- _Exercise directions_
Go through the data below and count every line that has the word "Keep". Return only the count.

Saved entries:

== Segment start ==

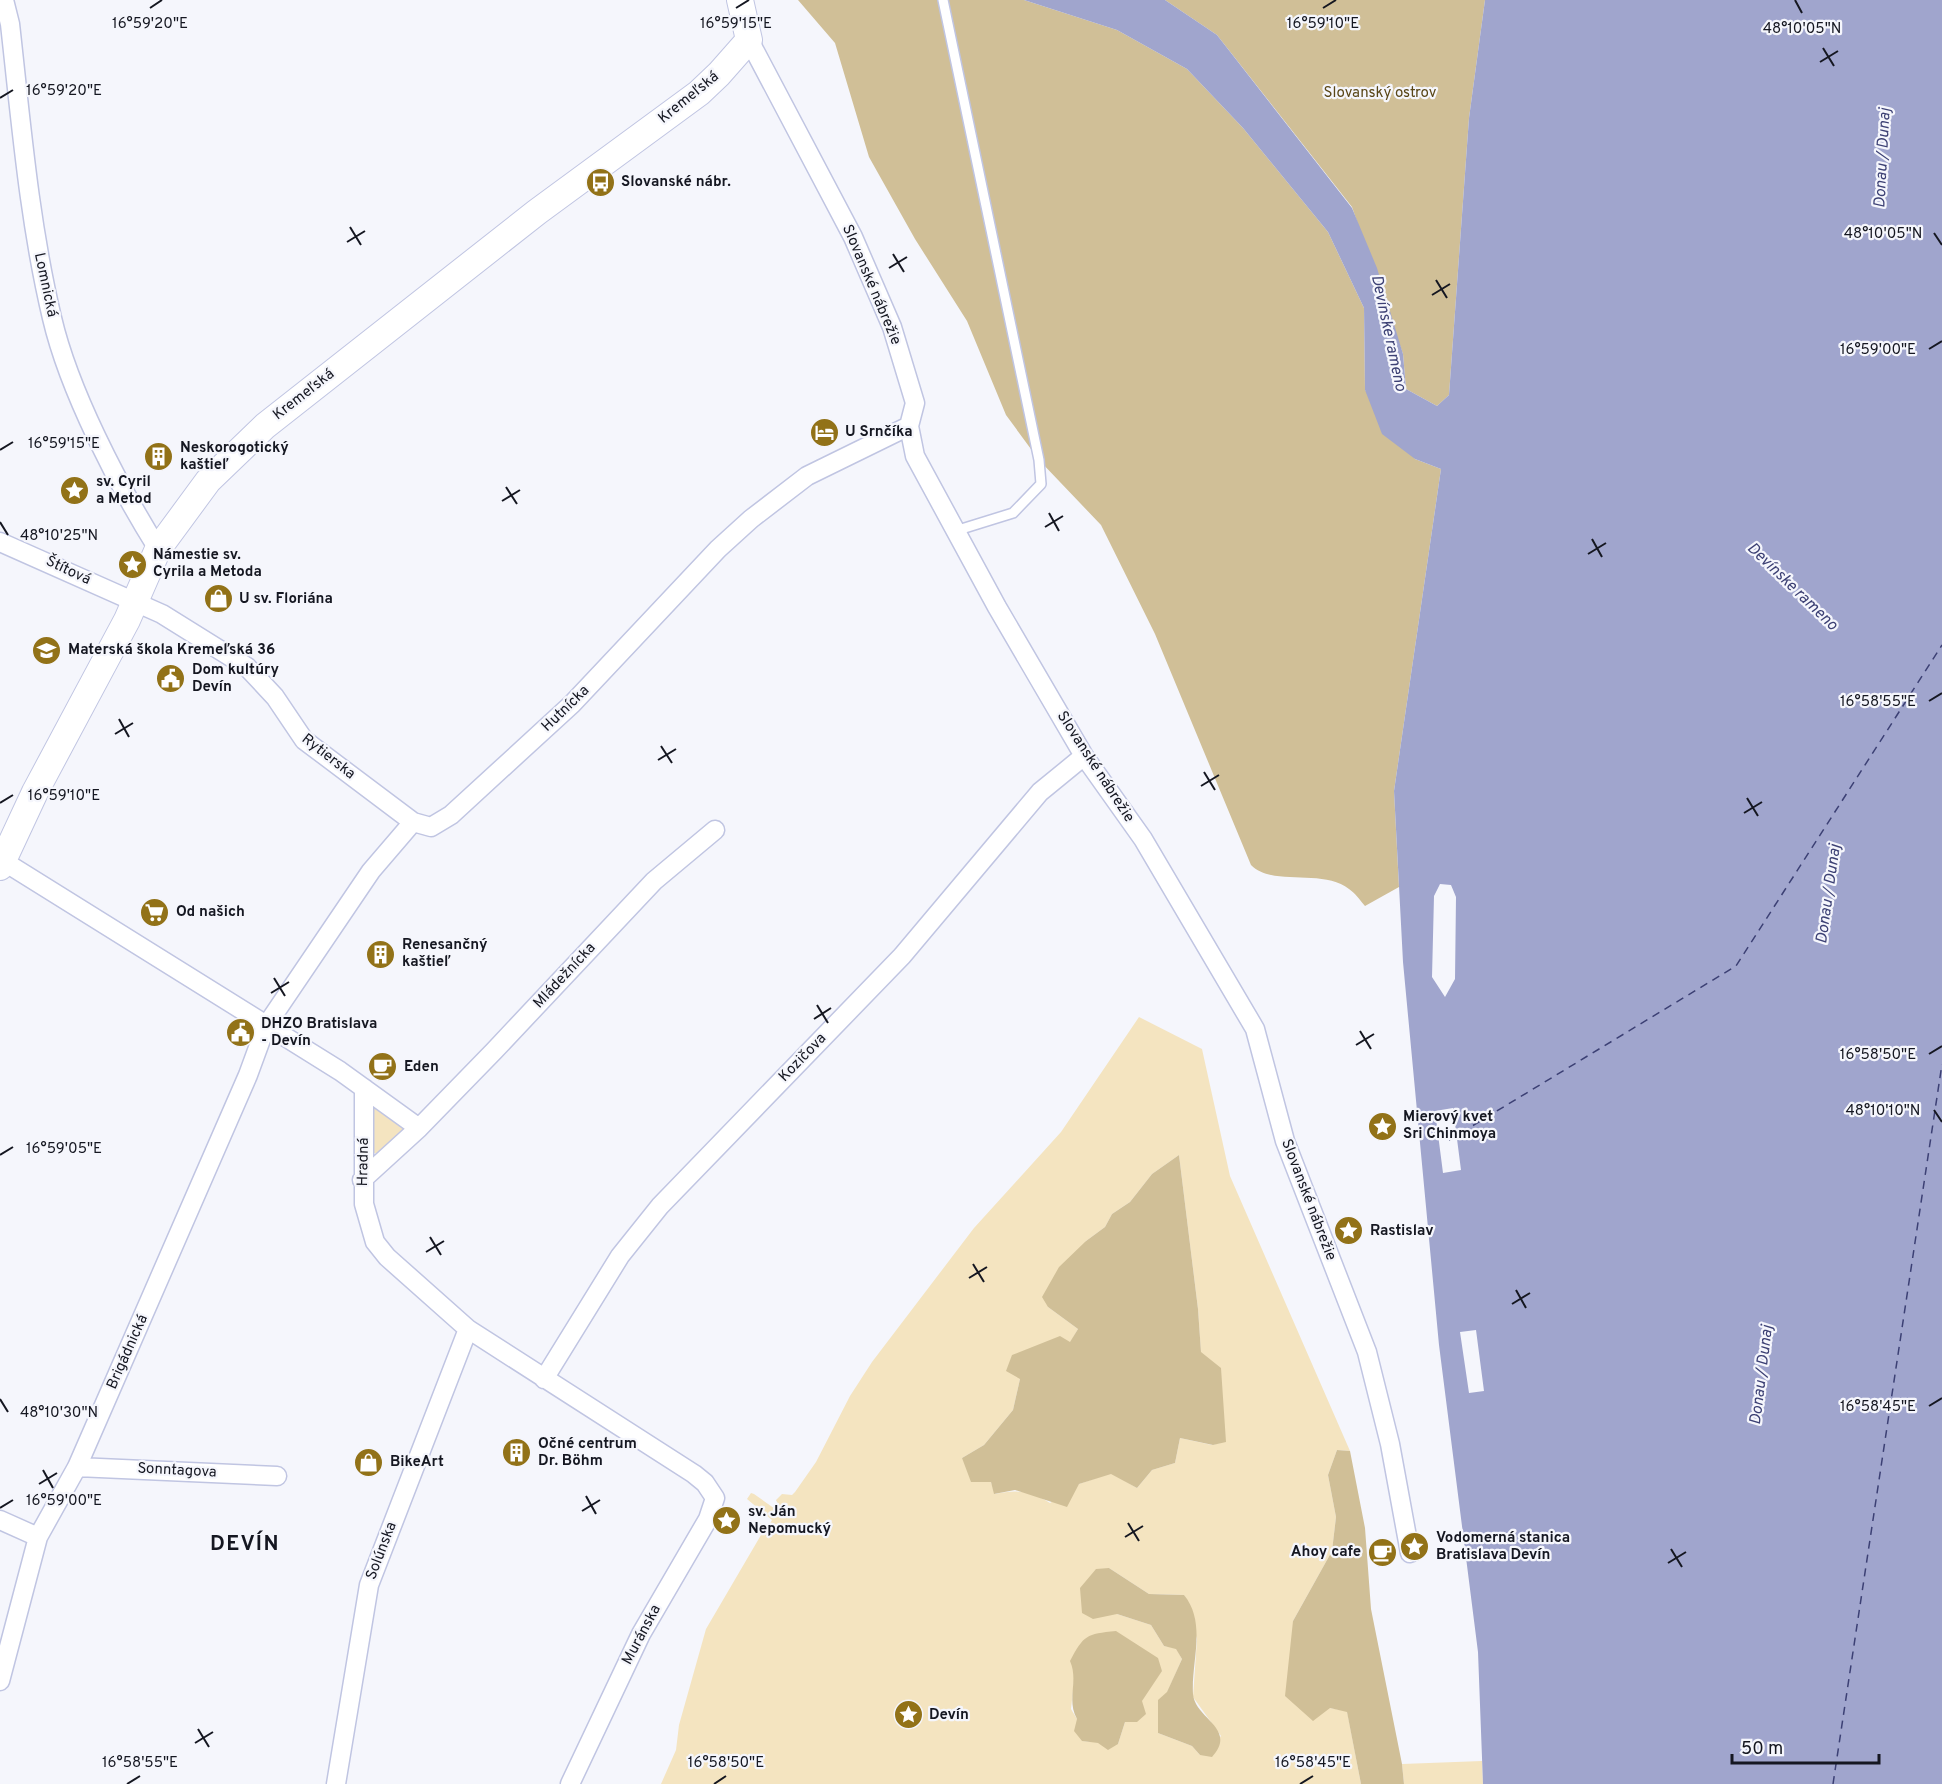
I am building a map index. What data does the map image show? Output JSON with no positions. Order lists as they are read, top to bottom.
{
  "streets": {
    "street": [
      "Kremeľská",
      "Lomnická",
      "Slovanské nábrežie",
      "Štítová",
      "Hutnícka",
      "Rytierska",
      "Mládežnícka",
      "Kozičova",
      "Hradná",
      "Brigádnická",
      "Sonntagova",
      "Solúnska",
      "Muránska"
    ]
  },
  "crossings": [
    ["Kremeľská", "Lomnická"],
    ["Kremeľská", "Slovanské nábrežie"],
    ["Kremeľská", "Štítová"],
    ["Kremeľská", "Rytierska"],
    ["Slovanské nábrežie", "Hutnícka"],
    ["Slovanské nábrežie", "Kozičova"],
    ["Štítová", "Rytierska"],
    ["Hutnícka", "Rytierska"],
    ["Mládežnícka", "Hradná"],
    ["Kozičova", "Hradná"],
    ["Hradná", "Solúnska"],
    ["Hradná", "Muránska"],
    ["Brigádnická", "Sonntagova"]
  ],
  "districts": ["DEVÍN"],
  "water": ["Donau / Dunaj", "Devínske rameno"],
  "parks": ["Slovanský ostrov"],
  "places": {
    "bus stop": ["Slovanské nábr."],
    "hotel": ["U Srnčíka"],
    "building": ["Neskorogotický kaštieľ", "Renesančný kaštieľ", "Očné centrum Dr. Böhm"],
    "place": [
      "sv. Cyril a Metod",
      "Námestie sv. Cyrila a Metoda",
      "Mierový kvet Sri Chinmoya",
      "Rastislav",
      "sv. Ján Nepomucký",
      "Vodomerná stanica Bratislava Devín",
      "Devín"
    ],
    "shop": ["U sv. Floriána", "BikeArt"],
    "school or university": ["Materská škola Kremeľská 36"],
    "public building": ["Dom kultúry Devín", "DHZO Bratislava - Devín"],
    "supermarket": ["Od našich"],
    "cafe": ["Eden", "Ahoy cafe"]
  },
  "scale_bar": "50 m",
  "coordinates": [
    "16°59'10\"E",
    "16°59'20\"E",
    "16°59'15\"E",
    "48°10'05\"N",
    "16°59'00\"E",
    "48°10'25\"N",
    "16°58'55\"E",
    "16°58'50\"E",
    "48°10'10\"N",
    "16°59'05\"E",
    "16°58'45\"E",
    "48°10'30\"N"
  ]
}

== Segment end ==
== Segment start ==

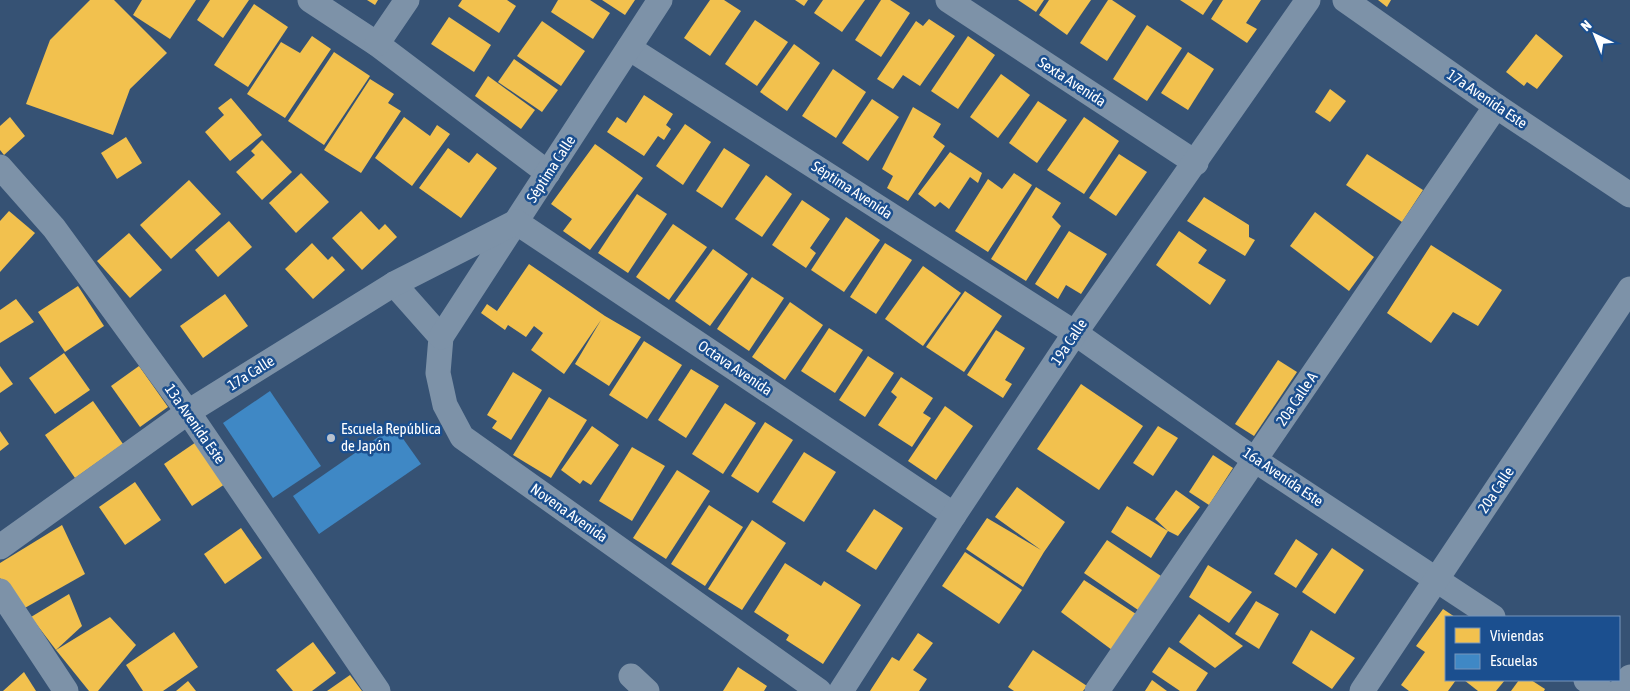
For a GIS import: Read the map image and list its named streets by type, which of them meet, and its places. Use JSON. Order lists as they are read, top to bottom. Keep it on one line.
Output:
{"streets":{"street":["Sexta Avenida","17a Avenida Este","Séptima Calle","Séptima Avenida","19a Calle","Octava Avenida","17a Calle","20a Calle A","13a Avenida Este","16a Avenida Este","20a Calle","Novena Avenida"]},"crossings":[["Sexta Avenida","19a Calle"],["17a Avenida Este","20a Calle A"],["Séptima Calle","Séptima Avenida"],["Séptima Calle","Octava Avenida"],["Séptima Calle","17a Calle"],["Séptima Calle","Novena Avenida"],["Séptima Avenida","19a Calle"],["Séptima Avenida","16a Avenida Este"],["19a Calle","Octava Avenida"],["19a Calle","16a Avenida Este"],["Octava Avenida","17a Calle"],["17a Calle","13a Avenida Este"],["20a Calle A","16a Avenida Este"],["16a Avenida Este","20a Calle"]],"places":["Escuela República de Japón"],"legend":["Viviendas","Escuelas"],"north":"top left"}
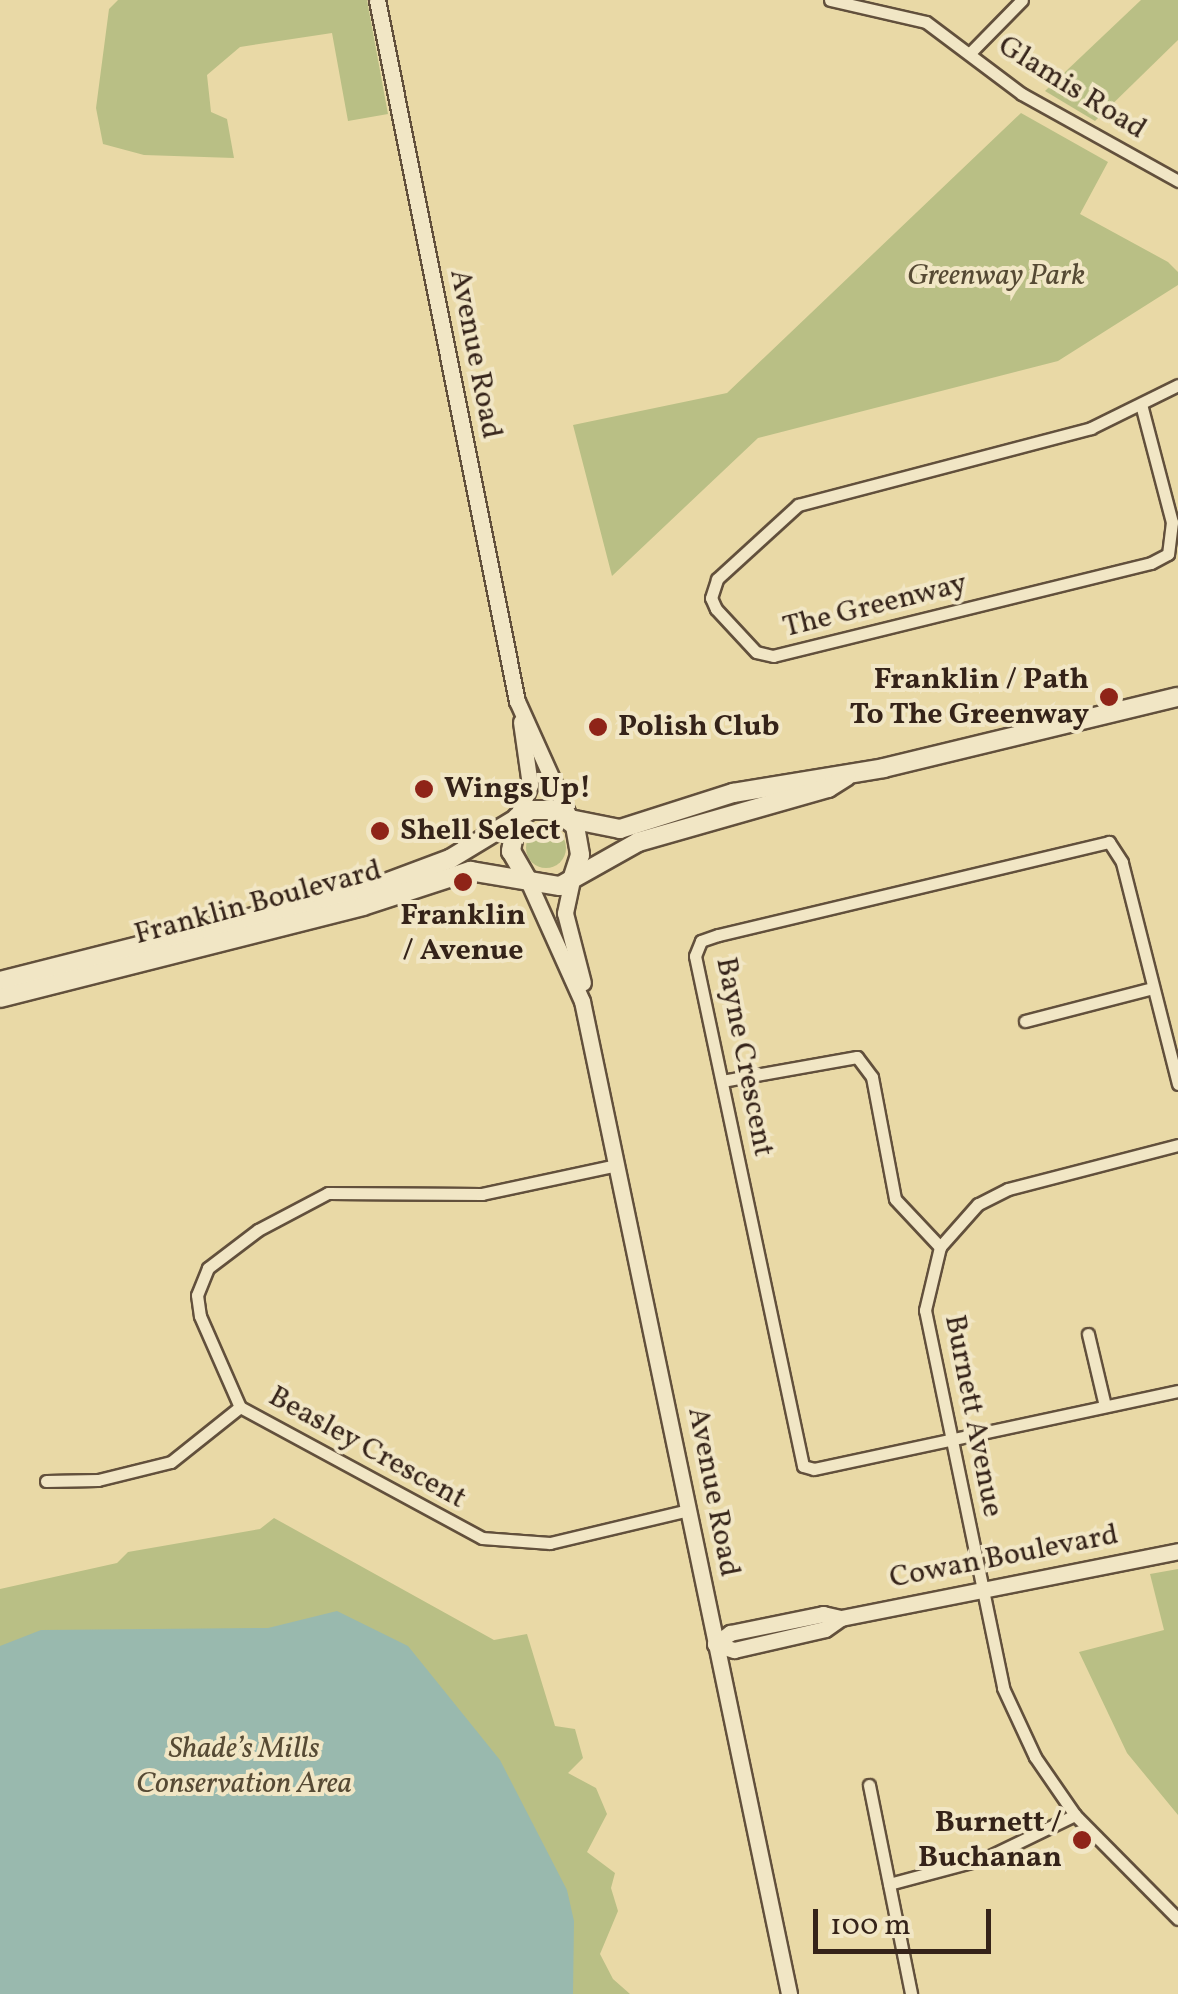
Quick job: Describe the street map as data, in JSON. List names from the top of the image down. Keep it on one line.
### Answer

== Segment end ==

- _Response to this task_
2